Alla Reggia, toccando il cielo con Tony Cragg
«Ricordo quando, mesi fa, Tony Cragg è venuto alla Reggia di Venaria guidando la sua Range Rover. Ha girato per i giardini e ha ammirato gli interni. Ne è rimasto entusiasta e ha deciso che sì, avrebbe fatto una mostra qui da noi». Così il direttore Guido Curto ha annunciato la mostra del grande artista britannico (nato a Liverpool nel 1949 ma residente dal ’77 a Wuppertal, in Germania), una delle più grandi star dell’arte contemporanea e vincitore nel 1988 del Turner Prize. In assenza del protagonista a causa dello sciopero dei voli, si è dunque inaugurata Tony Cragg alla Reggia di Venaria (fino all’8 gennaio a cura di Curto).
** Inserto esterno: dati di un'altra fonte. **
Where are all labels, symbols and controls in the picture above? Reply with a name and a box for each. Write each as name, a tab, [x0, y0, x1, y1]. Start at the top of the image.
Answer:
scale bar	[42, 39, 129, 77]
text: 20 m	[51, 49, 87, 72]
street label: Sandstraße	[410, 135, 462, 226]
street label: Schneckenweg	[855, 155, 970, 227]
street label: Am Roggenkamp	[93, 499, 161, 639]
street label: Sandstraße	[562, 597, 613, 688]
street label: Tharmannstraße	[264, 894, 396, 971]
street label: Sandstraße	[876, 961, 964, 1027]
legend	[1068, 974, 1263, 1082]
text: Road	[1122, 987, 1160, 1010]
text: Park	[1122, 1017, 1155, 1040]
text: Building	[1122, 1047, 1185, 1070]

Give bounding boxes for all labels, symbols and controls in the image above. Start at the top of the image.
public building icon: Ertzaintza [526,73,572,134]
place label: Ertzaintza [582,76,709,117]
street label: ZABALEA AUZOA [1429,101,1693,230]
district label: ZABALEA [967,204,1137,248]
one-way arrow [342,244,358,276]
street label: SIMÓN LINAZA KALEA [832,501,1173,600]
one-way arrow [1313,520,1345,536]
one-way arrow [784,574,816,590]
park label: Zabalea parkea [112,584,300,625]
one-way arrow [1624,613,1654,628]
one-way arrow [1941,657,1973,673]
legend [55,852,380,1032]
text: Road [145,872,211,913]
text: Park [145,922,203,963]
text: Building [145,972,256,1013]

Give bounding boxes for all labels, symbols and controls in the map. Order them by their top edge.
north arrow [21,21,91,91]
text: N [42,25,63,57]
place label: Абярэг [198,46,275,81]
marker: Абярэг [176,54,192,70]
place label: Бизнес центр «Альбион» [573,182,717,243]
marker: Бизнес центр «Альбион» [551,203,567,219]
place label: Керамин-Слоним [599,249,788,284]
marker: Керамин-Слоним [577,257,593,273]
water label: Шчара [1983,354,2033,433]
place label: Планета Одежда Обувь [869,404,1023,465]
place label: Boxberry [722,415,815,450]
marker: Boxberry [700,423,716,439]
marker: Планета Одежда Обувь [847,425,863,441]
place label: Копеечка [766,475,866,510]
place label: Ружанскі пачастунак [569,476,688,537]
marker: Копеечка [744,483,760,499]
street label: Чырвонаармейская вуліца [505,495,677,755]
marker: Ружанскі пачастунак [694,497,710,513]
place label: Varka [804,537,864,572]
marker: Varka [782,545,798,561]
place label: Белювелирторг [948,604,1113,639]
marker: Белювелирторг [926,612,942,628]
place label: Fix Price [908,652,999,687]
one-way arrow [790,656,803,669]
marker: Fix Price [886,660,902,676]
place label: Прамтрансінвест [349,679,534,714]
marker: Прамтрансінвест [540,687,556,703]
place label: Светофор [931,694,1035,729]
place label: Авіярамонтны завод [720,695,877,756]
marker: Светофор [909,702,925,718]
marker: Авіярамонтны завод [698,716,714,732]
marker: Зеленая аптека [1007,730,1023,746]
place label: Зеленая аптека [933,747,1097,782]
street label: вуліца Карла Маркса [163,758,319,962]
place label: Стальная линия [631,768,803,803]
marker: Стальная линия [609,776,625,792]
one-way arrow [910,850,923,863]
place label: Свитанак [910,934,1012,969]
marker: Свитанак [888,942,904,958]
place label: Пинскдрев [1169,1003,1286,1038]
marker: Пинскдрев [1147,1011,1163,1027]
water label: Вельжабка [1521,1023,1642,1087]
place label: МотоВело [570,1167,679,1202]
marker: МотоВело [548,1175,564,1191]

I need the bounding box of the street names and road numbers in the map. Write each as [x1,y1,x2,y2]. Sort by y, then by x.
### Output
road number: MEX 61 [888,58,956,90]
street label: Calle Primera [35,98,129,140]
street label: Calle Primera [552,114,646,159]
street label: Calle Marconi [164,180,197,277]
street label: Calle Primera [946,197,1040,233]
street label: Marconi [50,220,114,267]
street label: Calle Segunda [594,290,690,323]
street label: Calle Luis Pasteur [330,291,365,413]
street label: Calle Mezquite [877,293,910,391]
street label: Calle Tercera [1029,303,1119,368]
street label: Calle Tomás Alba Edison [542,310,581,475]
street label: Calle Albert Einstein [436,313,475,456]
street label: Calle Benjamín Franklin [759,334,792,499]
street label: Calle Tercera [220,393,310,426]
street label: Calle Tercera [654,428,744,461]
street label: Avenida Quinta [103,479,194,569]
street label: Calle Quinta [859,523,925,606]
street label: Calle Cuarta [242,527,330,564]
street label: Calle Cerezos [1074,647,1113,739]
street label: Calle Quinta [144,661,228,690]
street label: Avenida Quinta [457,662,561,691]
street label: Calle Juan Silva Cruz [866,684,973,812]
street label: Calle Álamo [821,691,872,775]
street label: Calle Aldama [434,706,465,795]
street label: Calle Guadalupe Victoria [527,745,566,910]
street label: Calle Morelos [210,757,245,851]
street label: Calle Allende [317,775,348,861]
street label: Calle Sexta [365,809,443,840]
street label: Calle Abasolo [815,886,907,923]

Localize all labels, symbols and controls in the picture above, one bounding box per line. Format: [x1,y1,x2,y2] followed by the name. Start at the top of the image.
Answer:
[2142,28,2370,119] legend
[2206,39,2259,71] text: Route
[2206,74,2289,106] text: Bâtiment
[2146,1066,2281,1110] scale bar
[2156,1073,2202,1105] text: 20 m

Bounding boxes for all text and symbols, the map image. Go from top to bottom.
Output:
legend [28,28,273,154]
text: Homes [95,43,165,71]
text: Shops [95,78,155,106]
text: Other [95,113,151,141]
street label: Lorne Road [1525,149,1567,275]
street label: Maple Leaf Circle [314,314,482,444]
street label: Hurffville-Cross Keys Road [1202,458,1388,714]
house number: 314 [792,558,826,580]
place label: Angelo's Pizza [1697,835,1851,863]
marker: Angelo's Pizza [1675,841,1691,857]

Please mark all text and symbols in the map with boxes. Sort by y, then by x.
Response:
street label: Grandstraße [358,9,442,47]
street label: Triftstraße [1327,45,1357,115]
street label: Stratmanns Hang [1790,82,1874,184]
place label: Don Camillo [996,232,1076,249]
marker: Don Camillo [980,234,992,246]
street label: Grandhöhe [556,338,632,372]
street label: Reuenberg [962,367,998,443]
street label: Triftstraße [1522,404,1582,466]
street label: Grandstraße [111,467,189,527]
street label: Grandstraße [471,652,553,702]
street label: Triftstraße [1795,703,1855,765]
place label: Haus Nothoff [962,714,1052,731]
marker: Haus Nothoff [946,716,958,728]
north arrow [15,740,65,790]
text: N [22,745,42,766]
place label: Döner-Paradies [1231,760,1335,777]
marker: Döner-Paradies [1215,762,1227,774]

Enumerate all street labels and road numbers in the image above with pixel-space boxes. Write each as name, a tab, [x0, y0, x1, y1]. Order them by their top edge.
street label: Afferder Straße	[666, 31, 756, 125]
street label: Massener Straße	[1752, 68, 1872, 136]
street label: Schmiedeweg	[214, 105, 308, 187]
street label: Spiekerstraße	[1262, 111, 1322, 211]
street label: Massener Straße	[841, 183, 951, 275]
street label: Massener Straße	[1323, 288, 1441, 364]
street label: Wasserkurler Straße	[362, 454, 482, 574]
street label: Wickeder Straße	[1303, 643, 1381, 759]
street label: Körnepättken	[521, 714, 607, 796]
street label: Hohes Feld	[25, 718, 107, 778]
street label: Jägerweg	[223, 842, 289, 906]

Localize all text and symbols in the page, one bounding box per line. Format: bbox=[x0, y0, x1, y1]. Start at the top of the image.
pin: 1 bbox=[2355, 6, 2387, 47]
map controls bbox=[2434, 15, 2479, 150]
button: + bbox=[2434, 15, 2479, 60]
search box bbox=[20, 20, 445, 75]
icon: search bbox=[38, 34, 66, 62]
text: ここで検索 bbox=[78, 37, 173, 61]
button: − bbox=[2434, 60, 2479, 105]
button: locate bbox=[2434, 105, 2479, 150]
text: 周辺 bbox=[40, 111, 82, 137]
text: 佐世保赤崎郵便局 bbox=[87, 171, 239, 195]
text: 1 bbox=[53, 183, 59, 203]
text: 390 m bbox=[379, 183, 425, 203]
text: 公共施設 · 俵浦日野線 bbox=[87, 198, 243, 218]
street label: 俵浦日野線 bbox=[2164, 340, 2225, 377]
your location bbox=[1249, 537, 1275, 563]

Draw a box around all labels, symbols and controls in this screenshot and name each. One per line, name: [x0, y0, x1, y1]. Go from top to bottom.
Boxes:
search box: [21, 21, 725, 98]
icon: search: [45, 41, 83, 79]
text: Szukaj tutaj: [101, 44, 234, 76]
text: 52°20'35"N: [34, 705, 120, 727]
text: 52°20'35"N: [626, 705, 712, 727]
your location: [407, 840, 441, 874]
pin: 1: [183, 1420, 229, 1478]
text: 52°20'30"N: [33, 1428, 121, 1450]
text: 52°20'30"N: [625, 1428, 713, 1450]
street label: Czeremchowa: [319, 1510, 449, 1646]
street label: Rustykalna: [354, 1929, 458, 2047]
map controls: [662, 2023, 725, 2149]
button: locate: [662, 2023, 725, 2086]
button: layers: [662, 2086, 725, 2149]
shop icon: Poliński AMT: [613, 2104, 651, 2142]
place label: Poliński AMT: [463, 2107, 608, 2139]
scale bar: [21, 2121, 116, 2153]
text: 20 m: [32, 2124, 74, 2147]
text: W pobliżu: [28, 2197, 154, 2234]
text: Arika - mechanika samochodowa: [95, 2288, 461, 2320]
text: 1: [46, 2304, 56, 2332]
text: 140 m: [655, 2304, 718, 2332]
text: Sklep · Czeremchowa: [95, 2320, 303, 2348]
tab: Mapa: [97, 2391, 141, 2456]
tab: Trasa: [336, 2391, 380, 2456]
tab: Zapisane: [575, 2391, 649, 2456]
La mostra, prodotta in collaborazione con l’artista stesso, la galleria Tucci Russo e lo Skulpturenpark Waldreieden di Wuppertal, è monumentale nonostante ci siano «solo» 10 sculture posizionate nella Corte d’onore, nel Gran Parterre e nella Citroniera (queste ultime in legno), tutte di grandi dimensioni, e che sembrano essere state immaginate proprio per questi luoghi nonostante siano state prodotte in un arco di tempo di circa 25 anni. La scelta di una mostra di Tony Cragg è di grande raffinatezza, così come lo sono le sue opere che vanno ad aggiungersi, nei grandiosi giardini, a quelle di
Giuseppe Penone (immaginifico e inarrivabile), di Giovanni Anselmo (recentemente restaurata al suo originario splendore) e in attesa del ritorno dell’igloo di Mario Merz attualmente in prestito ai Giardini Reali. E se l’opera di Anselmo si intitola Dove le stelle si avvicinano di una spanna in più (2001-2013), bisogna ammettere che quelle di Tony Cragg sono veramente protese verso il cielo. Forme in evoluzione verticale e orizzontale tipicamente sue, che il pubblico torinese ha imparato a conoscere e amare sin da quando, nel lontano 2006, si inaugurarono i suoi torreggianti Punti di Vista (grazie alla Fondazione De Fornaris) davanti allo Stadio Olimpico in occasione dei Giochi Invernali. E a Venaria il suo enorme Runner in bronzo (4,20 metri d’altezza, con un peso di più di 400 chilogrammi e arrivato in Tir) sembra vivere in un perenne e precario equilibrio, come l’immagine di un corridore «del quale conosciamo soltanto il momento della partenza e quello dell’arrivo» affermano i galleristi Lisa e Tucci Russo. «Ecco, le sue opere spiegano proprio quell’evoluzione tra due punti conosciuti e il solo guardarle rende felici». Un’evoluzione che si può soltanto immaginare ma che Tony Cragg sa narrare in modo unico. «La nostra prima mostra con lui risale al 1984», raccontano ancora, «e questa collaborazione di quasi 40 anni è stata un’esperienza indimenticabile».